Key Experimental Results¶
Proof of Concept¶
| Scenario | Intervention | Variable | Pre-intervention | Post-intervention |
|---|---|---|---|---|
| Urban surveillance | do(Transparency=high) | Privacy Concern | 0.7 | 0.3 |
| Urban surveillance | do(Transparency=high) | Opposition | 0.7 | 0.2 |
Paradigm Comparison¶
| Dimension | Existing Paradigm | GenMinds |
|---|---|---|
| Reasoning Format | Token-level generation | Structured belief graphs |
| Belief Dynamics | Static or reset | Causally updatable and revisable |
| Evaluation Perspective | Output fluency | Reasoning fidelity |
| Social Representation | Averaged and flattened | Diverse, positional cognition |
Key Findings¶
- CoT performance collapses under distributional shift.
- Behavioral convergence in multi-agent systems produces consensus hallucination.
- Demographic conditioning leads to identity flattening.
Highlights & Insights¶
- The paradigm shift from behaviorism to cognitivism is a perspective transferable to many LLM evaluation settings.
- The concept of cognitive motifs elegantly decomposes reasoning into minimal, reusable causal units.
- The distinction between "structured inconsistency" and "unstructured inconsistency" is a valuable analytical contribution.
Limitations & Future Work¶
- The work lacks empirical validation; it remains at the level of conceptual design and illustrative examples.
- Causal graph construction faces challenges such as conceptual ambiguity.
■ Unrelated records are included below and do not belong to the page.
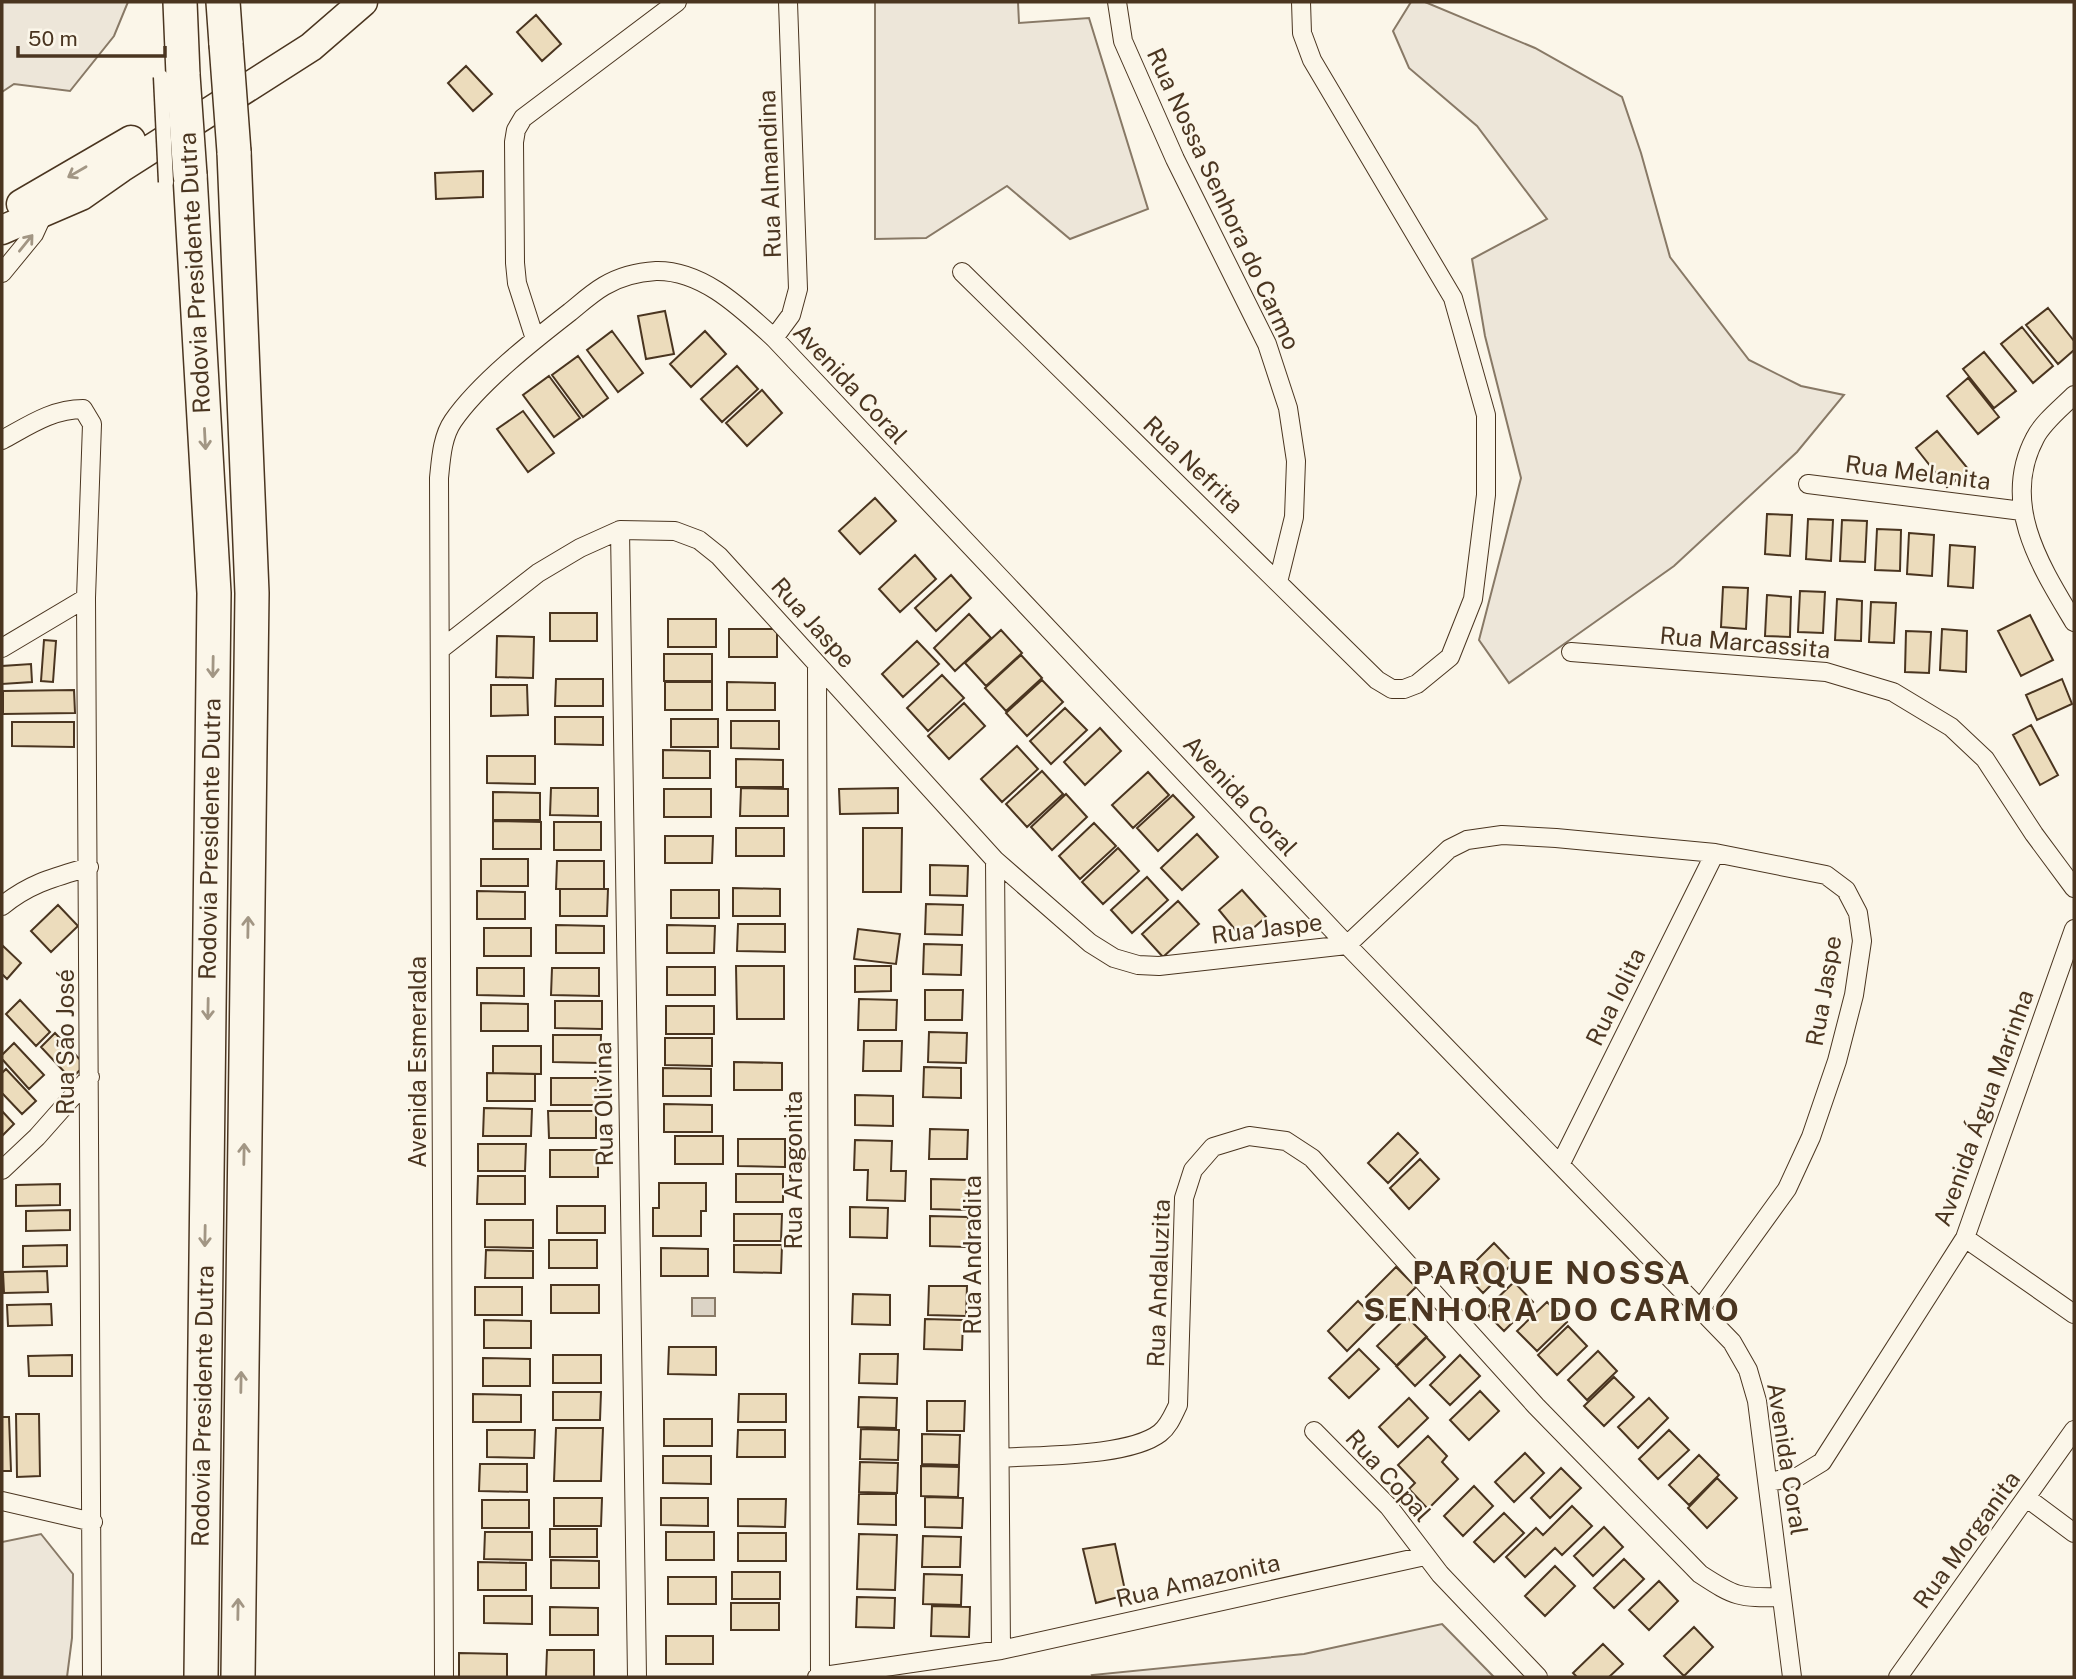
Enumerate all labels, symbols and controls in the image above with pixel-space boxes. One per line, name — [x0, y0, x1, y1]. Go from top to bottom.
scale bar — [18, 14, 164, 58]
text: 50 m — [28, 26, 78, 51]
street label: Rua Nossa Senhora do Carmo — [1142, 43, 1306, 354]
street label: Rua Almandina — [752, 89, 786, 259]
street label: Rodovia Presidente Dutra — [173, 132, 215, 415]
one-way arrow — [68, 165, 88, 179]
one-way arrow — [19, 234, 34, 252]
street label: Avenida Coral — [788, 318, 913, 449]
street label: Rua Nefrita — [1138, 410, 1249, 519]
one-way arrow — [199, 428, 212, 450]
street label: Rua Melanita — [1844, 449, 1993, 495]
street label: Rua Jaspe — [766, 571, 861, 673]
street label: Rua Marcassita — [1658, 621, 1832, 663]
one-way arrow — [206, 655, 220, 678]
street label: Rodovia Presidente Dutra — [193, 698, 225, 980]
street label: Avenida Coral — [1178, 730, 1303, 861]
street label: Rua Jaspe — [1210, 907, 1324, 949]
one-way arrow — [241, 915, 254, 938]
street label: Rua Jaspe — [1800, 933, 1846, 1048]
street label: Rua Iolita — [1580, 943, 1651, 1050]
street label: Avenida Esmeralda — [403, 956, 431, 1168]
street label: Rua São José — [51, 969, 79, 1115]
street label: Avenida Água Marinha — [1927, 986, 2039, 1230]
one-way arrow — [201, 997, 215, 1020]
street label: Rua Olivina — [588, 1041, 618, 1167]
street label: Rua Aragonita — [779, 1091, 807, 1249]
one-way arrow — [237, 1143, 251, 1166]
street label: Rua Andradita — [958, 1175, 986, 1335]
street label: Rua Andaluzita — [1141, 1198, 1175, 1368]
one-way arrow — [198, 1224, 212, 1247]
district label: PARQUE NOSSA SENHORA DO CARMO — [1363, 1254, 1741, 1328]
street label: Rodovia Presidente Dutra — [186, 1265, 218, 1547]
one-way arrow — [234, 1370, 248, 1393]
street label: Avenida Coral — [1762, 1381, 1814, 1537]
street label: Rua Copal — [1340, 1424, 1437, 1527]
street label: Rua Morganita — [1907, 1465, 2025, 1614]
street label: Rua Amazonita — [1113, 1548, 1282, 1612]
one-way arrow — [231, 1598, 245, 1621]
- Human reasoning encompasses not only causal inference but also associative and analogical reasoning.
- Acquiring semi-structured interview data entails high annotation costs.
Related Work & Insights¶
- vs. Generative Agents: Still output-oriented; this paper critiques such systems for producing averaged group behavior.
- vs. CoT/ReAct: The paper argues these constitute post-hoc rationalization rather than genuine reasoning.
- vs. RLHF: Optimizes behavioral alignment rather than cognitive alignment.
Rating¶
- Novelty: ⭐⭐⭐⭐ The cognitive science perspective demonstrates genuine originality.
- Experimental Thoroughness: ⭐⭐ No quantitative experiments are provided.
- Writing Quality: ⭐⭐⭐⭐⭐ Argumentation is clear and well-structured.
- Value: ⭐⭐⭐⭐ The paradigm shift carries long-term impact.